**AVAILABLE DATA:**
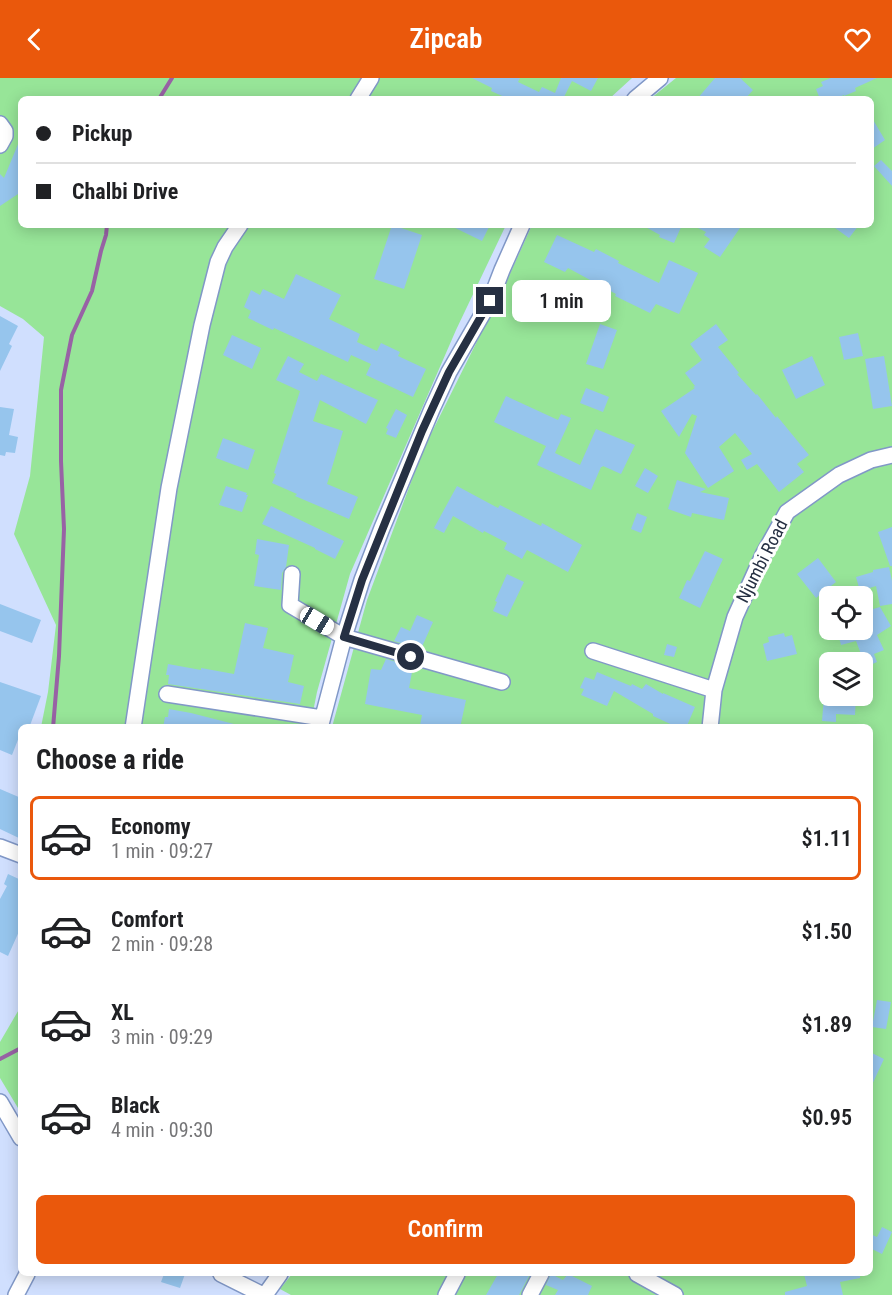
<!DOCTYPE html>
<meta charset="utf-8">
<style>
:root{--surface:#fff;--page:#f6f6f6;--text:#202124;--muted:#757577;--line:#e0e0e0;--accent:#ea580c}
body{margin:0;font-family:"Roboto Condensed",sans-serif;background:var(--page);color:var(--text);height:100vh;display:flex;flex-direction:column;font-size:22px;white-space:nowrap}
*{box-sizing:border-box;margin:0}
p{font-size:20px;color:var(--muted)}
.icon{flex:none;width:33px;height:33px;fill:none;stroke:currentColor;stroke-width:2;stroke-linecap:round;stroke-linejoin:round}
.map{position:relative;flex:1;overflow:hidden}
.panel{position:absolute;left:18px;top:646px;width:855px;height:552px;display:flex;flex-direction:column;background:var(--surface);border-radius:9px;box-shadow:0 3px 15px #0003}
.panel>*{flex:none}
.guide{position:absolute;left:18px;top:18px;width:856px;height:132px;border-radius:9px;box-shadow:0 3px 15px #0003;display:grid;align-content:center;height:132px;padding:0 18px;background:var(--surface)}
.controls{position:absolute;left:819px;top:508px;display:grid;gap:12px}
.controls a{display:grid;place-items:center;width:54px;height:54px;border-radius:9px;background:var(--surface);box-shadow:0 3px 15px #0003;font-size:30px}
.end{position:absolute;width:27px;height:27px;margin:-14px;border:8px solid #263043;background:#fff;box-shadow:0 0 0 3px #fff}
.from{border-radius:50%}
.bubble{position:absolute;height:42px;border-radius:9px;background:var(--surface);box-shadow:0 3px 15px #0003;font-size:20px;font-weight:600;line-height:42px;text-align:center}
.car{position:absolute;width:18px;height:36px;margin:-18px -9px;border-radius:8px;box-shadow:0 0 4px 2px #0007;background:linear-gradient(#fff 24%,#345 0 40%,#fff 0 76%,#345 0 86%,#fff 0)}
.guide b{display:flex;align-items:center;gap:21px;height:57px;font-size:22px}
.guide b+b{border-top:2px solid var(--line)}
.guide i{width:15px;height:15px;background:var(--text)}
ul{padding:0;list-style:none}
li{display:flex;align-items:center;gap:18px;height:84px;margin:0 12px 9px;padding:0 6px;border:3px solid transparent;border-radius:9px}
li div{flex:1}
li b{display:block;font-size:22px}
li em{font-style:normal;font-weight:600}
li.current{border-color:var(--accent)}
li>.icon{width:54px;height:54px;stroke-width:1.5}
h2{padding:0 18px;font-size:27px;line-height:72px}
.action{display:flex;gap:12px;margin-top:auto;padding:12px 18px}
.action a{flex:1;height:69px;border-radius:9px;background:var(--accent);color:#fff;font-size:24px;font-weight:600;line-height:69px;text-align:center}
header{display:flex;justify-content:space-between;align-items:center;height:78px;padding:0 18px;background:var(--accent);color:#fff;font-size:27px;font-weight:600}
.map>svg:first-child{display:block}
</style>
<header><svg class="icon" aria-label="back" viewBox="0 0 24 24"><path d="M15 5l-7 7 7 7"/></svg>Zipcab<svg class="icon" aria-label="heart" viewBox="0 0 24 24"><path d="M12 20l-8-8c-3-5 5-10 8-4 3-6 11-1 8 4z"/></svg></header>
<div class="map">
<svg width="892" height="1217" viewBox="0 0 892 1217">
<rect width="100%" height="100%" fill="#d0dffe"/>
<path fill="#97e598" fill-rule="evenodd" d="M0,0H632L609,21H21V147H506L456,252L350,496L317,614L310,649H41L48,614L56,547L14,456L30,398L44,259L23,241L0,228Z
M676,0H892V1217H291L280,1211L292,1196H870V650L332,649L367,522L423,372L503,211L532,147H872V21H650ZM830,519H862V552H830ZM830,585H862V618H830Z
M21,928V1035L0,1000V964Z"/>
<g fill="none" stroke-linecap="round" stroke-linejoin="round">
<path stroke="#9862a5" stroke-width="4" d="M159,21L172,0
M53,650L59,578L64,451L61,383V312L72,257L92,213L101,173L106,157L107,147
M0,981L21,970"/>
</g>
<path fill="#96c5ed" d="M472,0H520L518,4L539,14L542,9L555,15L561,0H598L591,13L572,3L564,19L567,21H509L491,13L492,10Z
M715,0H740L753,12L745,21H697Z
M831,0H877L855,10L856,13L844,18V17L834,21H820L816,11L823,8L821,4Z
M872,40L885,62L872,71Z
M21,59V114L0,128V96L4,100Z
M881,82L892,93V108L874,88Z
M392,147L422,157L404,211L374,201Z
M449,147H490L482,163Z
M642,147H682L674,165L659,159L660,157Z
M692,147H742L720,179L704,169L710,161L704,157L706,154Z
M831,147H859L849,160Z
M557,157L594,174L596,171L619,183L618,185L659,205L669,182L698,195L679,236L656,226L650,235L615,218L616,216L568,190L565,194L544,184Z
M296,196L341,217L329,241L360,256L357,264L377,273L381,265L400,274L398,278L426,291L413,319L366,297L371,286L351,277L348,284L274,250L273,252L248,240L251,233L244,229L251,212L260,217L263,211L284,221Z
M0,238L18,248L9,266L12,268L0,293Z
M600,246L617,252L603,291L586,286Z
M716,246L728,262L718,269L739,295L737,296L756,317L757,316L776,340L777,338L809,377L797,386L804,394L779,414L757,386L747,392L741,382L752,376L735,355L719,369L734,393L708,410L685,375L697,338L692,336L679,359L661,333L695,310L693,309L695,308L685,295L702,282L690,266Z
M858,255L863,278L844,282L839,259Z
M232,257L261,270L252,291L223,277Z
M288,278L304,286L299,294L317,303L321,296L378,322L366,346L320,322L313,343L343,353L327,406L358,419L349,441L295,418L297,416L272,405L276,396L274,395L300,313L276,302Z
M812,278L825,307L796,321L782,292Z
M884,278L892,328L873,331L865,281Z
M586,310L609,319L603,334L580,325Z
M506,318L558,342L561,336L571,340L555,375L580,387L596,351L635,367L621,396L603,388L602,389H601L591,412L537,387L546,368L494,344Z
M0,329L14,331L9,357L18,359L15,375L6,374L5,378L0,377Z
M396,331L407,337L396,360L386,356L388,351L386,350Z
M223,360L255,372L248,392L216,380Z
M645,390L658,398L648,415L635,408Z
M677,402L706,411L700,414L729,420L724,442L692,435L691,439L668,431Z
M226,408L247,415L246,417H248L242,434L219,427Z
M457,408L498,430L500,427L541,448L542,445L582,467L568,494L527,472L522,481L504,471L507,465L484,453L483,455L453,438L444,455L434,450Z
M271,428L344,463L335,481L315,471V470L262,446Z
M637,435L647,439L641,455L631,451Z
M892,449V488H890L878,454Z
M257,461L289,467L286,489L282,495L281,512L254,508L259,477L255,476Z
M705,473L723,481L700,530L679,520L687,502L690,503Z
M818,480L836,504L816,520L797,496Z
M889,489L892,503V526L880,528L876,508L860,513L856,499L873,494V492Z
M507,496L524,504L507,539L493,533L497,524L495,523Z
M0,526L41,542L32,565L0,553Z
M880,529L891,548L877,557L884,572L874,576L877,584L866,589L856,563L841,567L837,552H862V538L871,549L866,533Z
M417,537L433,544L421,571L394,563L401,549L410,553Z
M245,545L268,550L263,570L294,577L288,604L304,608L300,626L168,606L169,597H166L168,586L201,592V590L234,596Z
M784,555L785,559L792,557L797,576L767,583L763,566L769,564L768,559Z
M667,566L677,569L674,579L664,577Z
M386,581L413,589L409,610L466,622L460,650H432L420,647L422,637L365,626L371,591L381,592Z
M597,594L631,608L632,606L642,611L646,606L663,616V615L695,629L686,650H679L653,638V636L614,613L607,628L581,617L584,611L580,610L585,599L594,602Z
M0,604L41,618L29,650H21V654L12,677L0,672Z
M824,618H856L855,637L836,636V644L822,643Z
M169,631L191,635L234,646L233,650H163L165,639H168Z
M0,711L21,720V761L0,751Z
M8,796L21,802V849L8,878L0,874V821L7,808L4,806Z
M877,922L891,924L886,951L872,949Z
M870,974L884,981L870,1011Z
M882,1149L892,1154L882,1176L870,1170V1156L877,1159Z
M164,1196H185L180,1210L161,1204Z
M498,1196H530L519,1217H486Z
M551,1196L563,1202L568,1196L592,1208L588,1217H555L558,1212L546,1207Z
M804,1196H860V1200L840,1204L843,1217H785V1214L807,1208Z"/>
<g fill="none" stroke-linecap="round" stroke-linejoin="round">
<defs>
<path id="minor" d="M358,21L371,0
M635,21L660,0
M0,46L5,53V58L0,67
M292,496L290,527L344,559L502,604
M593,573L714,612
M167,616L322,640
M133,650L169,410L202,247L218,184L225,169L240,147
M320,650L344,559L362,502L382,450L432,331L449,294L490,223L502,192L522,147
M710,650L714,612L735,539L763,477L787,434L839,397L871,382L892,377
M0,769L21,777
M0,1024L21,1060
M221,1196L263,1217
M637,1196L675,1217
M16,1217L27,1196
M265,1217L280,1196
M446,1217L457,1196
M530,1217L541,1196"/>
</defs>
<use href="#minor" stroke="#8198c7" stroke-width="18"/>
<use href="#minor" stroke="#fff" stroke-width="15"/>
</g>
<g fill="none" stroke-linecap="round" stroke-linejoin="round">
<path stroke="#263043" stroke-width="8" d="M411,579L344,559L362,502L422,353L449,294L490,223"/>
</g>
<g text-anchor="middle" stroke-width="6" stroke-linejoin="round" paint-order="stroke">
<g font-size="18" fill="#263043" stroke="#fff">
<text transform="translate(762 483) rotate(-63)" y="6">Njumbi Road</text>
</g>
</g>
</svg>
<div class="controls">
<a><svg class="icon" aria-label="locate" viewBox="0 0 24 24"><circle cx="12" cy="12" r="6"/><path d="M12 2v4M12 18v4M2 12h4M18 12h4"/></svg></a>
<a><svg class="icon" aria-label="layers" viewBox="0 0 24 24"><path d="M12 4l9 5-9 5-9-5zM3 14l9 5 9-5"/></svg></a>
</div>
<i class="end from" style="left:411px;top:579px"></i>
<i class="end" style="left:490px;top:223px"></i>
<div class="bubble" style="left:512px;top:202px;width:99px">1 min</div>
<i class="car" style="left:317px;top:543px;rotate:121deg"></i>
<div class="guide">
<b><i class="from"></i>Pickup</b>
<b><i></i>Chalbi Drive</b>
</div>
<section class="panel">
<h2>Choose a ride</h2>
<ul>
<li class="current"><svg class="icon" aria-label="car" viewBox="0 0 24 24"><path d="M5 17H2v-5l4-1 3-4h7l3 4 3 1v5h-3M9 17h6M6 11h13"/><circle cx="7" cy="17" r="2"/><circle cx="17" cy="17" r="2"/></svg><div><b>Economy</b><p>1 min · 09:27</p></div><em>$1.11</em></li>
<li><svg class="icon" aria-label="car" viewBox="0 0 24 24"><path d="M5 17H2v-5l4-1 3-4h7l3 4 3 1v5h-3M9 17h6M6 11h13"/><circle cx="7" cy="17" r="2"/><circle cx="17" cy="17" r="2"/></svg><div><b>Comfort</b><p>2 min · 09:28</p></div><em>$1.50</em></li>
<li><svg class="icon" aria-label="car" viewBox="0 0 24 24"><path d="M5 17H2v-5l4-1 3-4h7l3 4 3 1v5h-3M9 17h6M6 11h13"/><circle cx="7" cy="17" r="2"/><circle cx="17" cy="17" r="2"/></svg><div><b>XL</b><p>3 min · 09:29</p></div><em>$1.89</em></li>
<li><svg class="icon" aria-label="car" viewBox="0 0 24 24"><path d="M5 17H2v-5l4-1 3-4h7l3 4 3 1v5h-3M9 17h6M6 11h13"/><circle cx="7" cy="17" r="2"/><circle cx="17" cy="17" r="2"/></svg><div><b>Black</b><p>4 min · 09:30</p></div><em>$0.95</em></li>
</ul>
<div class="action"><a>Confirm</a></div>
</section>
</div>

**WHAT TO PRODUCE:** Copy every line of the listing that includes the string "controls".

**FINAL ANSWER:**
.controls{position:absolute;left:819px;top:508px;display:grid;gap:12px}
.controls a{display:grid;place-items:center;width:54px;height:54px;border-radius:9px;background:var(--surface);box-shadow:0 3px 15px #0003;font-size:30px}
<div class="controls">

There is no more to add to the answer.